### PROBLEM DETAILS
Reply solely with the number of lines, in the records underneath, that include the word "nowrap".

##### DATA SECTION

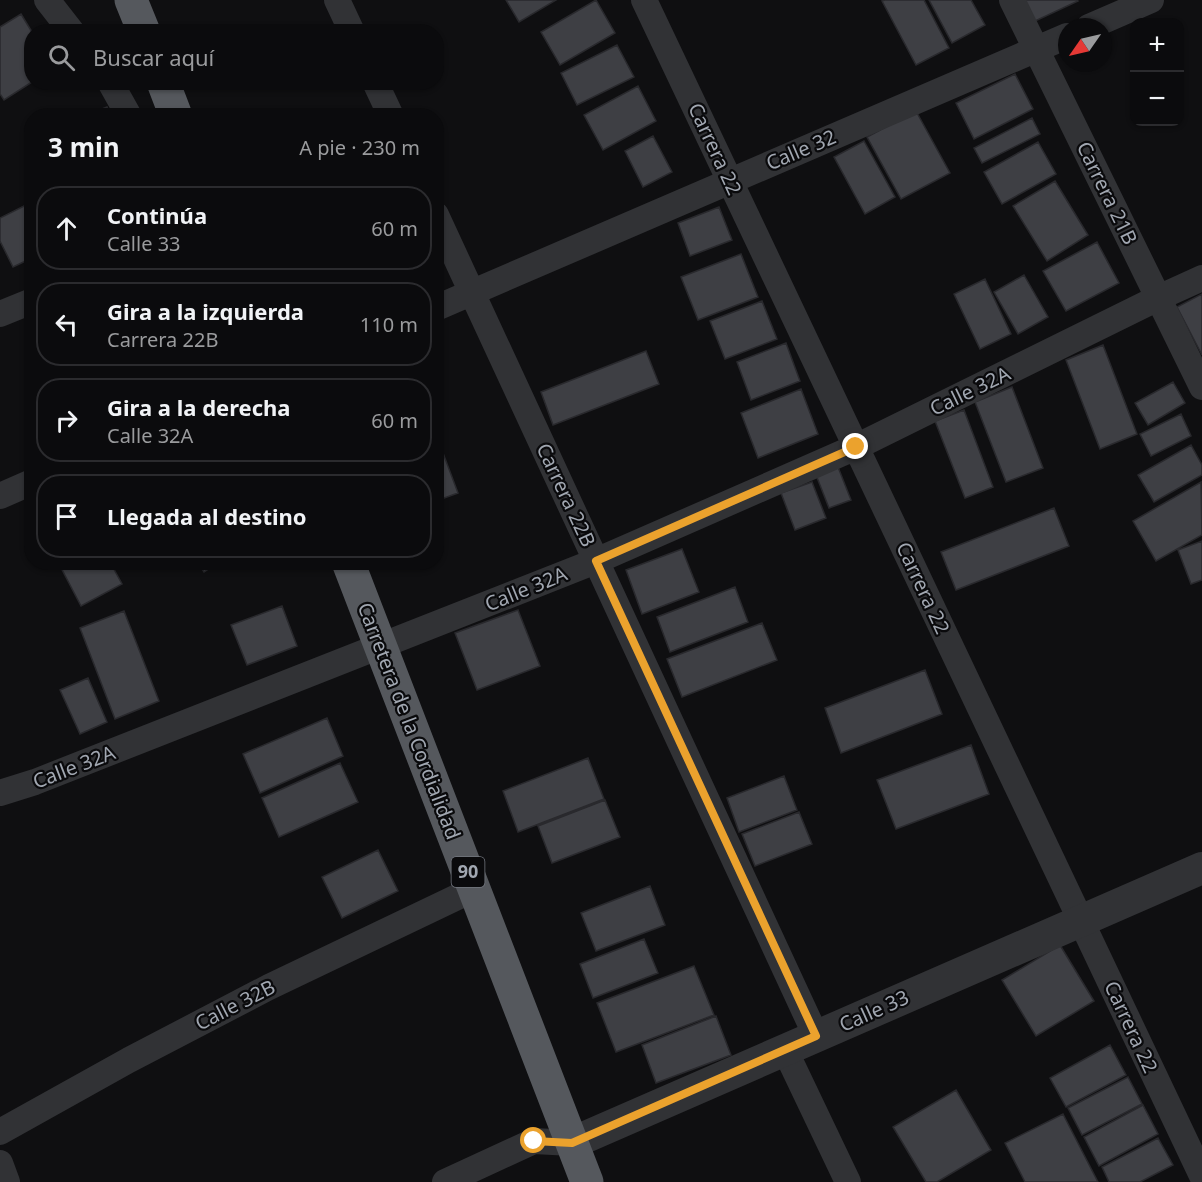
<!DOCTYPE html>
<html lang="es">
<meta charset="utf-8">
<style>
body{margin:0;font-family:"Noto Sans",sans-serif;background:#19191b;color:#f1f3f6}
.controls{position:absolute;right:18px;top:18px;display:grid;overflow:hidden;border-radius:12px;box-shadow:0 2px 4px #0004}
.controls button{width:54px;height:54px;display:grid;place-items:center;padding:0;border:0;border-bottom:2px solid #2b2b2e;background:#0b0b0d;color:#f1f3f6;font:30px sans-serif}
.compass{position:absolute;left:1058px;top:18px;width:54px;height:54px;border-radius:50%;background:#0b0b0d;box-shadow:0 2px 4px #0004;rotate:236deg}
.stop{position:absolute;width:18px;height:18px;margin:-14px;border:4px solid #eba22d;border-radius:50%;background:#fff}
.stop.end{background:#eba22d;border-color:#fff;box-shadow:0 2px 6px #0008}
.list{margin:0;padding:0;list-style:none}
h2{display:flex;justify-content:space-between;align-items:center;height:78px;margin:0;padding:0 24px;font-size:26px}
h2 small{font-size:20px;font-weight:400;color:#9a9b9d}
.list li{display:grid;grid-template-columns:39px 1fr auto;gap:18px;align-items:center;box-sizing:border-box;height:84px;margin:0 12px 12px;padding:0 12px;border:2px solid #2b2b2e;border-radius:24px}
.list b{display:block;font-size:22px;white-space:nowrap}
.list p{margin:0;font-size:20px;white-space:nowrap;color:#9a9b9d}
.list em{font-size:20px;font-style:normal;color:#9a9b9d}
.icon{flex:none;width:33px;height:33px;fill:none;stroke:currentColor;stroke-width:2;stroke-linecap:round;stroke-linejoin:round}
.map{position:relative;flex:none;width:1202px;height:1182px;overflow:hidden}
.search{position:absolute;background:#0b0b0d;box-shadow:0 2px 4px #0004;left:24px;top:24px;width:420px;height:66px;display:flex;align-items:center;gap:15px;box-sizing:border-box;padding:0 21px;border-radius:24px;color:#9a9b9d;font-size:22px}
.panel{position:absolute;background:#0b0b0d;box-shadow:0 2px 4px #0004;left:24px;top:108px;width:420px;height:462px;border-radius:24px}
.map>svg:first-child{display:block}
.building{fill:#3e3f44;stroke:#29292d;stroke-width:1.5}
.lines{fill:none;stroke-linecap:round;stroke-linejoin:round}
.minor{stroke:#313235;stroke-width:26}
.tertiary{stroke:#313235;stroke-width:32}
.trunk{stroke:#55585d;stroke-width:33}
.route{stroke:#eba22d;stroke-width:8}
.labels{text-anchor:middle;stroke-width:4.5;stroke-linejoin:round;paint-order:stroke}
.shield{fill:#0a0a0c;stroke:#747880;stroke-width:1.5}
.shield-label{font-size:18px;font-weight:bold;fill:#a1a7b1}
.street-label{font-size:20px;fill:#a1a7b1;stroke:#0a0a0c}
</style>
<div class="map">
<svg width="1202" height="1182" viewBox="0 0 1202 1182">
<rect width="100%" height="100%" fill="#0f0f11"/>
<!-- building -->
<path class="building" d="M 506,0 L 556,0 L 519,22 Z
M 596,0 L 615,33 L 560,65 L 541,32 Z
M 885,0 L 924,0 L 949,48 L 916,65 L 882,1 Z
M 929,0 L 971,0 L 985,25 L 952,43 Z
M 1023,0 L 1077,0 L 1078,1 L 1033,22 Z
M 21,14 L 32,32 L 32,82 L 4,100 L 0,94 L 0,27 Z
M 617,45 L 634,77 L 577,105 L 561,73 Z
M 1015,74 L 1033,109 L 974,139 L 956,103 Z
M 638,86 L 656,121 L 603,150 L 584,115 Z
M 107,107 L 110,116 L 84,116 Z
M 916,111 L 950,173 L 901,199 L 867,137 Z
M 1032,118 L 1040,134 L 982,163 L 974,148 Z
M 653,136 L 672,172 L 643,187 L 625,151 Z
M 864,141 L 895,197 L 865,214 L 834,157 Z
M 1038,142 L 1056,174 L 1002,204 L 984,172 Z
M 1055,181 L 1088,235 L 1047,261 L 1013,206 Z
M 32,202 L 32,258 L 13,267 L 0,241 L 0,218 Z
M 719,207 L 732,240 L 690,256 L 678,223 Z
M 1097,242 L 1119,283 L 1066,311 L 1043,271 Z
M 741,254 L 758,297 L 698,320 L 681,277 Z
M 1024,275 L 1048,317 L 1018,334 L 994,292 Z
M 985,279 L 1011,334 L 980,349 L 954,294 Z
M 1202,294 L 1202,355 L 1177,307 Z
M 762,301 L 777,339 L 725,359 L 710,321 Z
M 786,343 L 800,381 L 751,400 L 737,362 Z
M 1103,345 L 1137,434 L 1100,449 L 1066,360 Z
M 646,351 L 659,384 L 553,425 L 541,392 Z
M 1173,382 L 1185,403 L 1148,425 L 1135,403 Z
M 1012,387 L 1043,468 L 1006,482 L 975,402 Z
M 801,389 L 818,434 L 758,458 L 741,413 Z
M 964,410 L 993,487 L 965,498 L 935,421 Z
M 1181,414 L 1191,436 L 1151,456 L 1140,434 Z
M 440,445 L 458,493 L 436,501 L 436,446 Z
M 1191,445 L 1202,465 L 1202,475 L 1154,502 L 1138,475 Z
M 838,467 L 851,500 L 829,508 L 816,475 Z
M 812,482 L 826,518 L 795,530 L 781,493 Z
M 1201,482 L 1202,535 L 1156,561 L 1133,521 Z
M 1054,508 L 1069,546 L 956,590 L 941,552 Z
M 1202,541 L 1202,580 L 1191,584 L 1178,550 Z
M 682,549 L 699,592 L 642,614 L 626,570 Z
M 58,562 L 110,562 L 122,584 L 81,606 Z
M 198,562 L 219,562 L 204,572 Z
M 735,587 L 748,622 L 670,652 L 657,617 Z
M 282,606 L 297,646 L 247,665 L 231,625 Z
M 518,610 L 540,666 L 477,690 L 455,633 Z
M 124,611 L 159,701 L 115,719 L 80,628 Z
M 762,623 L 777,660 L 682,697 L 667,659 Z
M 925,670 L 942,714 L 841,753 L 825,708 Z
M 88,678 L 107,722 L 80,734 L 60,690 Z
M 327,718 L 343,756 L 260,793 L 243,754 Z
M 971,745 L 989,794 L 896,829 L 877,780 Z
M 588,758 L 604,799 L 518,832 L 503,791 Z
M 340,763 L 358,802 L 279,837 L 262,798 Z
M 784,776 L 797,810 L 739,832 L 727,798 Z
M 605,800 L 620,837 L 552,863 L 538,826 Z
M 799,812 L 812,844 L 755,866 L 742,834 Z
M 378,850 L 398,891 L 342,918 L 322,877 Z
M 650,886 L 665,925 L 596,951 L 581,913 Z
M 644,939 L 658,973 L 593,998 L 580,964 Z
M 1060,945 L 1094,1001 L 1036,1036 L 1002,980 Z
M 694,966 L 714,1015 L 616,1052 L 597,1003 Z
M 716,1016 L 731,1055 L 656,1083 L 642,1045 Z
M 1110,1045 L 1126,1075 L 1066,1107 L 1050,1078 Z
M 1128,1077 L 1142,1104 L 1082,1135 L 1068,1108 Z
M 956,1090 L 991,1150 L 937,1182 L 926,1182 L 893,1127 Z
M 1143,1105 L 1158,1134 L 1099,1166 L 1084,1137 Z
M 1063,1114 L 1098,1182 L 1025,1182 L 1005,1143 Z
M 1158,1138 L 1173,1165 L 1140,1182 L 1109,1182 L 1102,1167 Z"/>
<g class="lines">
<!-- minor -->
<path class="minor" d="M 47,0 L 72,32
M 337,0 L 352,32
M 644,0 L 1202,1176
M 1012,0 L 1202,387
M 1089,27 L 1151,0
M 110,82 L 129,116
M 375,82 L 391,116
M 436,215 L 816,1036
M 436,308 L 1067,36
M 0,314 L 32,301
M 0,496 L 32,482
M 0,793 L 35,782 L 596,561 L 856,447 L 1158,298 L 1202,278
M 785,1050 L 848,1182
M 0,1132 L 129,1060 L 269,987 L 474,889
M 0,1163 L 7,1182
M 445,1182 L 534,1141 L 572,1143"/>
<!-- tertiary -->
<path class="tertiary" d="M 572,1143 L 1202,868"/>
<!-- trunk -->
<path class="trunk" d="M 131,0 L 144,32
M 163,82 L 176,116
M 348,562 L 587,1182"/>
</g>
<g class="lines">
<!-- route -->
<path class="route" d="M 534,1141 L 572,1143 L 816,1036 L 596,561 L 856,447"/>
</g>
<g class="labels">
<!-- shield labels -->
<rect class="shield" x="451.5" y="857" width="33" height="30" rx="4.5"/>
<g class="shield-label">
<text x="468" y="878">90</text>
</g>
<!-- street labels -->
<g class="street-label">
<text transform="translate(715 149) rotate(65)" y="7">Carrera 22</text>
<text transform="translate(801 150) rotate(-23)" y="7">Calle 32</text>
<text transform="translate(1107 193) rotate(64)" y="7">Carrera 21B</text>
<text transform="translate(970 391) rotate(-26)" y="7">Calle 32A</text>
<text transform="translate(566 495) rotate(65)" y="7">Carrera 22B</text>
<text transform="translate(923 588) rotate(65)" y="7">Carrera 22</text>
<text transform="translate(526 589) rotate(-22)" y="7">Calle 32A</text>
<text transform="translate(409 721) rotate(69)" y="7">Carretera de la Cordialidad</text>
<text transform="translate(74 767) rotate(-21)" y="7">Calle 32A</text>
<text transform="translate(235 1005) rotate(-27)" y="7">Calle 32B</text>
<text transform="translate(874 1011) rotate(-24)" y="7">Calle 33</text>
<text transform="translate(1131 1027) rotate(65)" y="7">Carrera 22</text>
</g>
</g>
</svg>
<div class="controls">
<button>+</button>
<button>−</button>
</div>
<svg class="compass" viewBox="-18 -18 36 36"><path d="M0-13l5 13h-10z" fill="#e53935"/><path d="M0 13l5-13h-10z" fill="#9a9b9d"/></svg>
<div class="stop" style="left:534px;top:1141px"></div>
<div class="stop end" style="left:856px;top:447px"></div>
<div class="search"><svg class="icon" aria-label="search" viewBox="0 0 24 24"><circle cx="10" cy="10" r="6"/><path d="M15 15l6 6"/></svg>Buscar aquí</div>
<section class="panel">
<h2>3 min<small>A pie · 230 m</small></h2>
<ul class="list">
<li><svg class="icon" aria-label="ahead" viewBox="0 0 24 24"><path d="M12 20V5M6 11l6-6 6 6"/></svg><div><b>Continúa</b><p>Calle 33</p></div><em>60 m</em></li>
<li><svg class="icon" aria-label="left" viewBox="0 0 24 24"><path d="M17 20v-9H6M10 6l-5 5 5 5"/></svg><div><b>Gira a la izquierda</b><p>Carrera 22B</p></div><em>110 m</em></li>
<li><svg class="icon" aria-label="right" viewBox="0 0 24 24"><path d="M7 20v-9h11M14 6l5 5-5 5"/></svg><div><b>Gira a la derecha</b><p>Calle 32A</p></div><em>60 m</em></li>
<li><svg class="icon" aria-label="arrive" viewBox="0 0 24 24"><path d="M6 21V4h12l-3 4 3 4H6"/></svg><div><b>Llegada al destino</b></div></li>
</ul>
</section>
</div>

##########
##### DATA SECTION

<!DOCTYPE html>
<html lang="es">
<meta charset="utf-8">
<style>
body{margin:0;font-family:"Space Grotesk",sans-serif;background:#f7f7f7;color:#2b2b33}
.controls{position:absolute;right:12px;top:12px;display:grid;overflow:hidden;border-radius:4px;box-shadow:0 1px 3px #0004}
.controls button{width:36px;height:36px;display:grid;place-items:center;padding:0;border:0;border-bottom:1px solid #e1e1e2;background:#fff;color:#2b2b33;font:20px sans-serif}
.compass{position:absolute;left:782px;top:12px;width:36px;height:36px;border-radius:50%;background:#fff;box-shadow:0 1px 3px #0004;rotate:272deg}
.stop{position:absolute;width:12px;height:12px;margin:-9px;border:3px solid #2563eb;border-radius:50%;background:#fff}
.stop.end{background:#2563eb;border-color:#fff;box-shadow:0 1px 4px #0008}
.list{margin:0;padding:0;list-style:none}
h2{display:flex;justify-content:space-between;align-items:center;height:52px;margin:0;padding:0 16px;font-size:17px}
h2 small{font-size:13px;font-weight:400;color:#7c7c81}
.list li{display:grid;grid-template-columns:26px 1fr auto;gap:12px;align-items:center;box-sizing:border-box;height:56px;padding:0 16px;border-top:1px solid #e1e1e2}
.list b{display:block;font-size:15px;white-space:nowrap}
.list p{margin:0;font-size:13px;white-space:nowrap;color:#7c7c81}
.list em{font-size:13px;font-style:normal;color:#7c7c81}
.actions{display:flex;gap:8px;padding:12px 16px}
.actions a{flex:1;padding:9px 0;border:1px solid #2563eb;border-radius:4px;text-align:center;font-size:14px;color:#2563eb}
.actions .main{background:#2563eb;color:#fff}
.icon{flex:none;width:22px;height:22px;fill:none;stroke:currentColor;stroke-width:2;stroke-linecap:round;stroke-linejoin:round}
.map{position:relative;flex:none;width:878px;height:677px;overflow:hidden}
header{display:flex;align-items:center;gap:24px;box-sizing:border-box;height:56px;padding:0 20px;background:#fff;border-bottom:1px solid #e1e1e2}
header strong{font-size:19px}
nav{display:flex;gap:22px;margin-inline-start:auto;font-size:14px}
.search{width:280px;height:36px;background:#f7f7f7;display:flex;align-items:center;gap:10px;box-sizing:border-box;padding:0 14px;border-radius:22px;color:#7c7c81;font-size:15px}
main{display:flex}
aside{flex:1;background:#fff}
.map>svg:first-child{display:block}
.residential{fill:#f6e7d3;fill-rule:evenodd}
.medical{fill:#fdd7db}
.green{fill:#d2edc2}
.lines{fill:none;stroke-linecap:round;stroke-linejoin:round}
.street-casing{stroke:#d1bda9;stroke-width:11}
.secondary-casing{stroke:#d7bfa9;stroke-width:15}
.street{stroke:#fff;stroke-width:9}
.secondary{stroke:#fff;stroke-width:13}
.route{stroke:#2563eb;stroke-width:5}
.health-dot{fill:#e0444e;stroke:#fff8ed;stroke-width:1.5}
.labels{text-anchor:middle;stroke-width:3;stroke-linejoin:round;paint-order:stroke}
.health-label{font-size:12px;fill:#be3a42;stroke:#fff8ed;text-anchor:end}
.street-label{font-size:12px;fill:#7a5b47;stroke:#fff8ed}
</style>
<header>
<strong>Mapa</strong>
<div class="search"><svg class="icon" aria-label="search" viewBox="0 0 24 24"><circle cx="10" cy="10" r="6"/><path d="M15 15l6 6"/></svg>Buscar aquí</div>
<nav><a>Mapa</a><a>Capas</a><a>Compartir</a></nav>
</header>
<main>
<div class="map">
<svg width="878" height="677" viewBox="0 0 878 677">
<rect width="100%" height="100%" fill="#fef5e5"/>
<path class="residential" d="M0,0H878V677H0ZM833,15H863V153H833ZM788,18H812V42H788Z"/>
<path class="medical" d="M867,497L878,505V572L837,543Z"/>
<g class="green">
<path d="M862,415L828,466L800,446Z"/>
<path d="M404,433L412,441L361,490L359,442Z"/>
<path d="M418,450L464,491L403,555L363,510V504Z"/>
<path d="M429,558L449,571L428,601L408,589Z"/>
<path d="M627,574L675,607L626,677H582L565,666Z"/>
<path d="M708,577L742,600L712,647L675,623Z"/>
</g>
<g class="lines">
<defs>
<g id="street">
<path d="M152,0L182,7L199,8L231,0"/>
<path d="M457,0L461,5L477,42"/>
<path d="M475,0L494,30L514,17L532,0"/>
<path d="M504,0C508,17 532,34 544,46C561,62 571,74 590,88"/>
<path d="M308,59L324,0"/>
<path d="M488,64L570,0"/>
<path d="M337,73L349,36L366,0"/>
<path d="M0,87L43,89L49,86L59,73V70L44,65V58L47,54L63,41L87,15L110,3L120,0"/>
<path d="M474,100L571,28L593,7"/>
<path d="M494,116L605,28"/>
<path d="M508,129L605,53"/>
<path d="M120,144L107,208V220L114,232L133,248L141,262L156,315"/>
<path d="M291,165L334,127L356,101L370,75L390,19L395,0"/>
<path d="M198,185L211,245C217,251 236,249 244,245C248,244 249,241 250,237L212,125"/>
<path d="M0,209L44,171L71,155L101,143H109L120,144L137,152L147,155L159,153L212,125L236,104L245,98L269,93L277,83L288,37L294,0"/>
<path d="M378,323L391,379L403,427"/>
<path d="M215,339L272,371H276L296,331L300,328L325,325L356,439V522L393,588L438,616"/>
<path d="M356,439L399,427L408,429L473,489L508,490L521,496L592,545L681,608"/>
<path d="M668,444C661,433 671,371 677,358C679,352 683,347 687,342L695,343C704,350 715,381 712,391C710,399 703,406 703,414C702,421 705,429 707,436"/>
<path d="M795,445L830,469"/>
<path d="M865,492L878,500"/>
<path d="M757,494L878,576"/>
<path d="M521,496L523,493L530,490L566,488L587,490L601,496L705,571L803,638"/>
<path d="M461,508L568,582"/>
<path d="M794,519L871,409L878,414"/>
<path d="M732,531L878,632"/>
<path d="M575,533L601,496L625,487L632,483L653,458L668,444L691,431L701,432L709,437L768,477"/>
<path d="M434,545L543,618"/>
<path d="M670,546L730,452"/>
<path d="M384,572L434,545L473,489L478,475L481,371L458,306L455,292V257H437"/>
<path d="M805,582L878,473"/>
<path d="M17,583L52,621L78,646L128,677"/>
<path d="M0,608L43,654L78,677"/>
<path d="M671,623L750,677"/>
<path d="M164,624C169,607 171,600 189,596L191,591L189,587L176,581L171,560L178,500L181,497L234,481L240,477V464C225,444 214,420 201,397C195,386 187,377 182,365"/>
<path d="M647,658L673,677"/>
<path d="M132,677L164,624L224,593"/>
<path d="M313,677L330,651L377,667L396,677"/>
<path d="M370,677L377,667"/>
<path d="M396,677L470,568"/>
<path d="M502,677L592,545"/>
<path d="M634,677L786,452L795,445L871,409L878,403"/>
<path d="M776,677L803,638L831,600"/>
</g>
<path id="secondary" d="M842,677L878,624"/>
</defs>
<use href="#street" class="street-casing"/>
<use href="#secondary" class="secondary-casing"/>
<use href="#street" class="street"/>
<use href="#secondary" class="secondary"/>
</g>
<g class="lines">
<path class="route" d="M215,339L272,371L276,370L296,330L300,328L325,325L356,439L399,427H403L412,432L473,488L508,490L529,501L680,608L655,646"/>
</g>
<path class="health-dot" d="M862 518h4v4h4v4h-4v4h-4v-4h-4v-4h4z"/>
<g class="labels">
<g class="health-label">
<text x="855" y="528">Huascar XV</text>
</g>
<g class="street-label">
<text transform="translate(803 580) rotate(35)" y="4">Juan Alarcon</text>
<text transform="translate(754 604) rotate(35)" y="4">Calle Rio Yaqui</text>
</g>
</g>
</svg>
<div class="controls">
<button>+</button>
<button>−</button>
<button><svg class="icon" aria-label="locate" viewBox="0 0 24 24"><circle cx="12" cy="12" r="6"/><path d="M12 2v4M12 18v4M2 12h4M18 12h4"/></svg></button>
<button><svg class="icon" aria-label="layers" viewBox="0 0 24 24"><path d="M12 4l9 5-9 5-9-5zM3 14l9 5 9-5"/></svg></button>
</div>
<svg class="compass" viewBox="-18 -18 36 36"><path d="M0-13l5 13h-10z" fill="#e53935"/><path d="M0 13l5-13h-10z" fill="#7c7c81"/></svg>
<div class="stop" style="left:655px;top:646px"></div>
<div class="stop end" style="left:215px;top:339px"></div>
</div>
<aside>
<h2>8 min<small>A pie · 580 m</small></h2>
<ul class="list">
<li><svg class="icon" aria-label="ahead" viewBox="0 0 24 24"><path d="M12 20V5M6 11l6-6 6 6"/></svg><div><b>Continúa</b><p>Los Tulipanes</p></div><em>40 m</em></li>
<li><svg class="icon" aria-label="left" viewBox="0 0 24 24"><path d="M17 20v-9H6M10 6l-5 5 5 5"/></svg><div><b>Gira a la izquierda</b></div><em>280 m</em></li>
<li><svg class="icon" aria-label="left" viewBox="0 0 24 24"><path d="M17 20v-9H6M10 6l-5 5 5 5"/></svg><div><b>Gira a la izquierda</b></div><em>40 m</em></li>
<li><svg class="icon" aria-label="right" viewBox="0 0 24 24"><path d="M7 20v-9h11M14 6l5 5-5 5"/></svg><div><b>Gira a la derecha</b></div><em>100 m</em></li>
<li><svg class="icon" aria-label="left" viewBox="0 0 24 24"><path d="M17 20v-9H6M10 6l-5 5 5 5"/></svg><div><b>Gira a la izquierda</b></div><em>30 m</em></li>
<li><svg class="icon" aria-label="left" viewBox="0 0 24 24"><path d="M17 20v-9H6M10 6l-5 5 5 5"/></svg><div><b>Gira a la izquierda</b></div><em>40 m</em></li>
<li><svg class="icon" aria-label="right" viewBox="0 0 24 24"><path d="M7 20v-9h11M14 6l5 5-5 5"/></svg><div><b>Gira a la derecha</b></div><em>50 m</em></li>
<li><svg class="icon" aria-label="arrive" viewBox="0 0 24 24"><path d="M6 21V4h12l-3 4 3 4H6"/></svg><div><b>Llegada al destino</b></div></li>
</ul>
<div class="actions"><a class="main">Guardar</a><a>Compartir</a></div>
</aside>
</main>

##########

### WRITTEN RESPONSE
4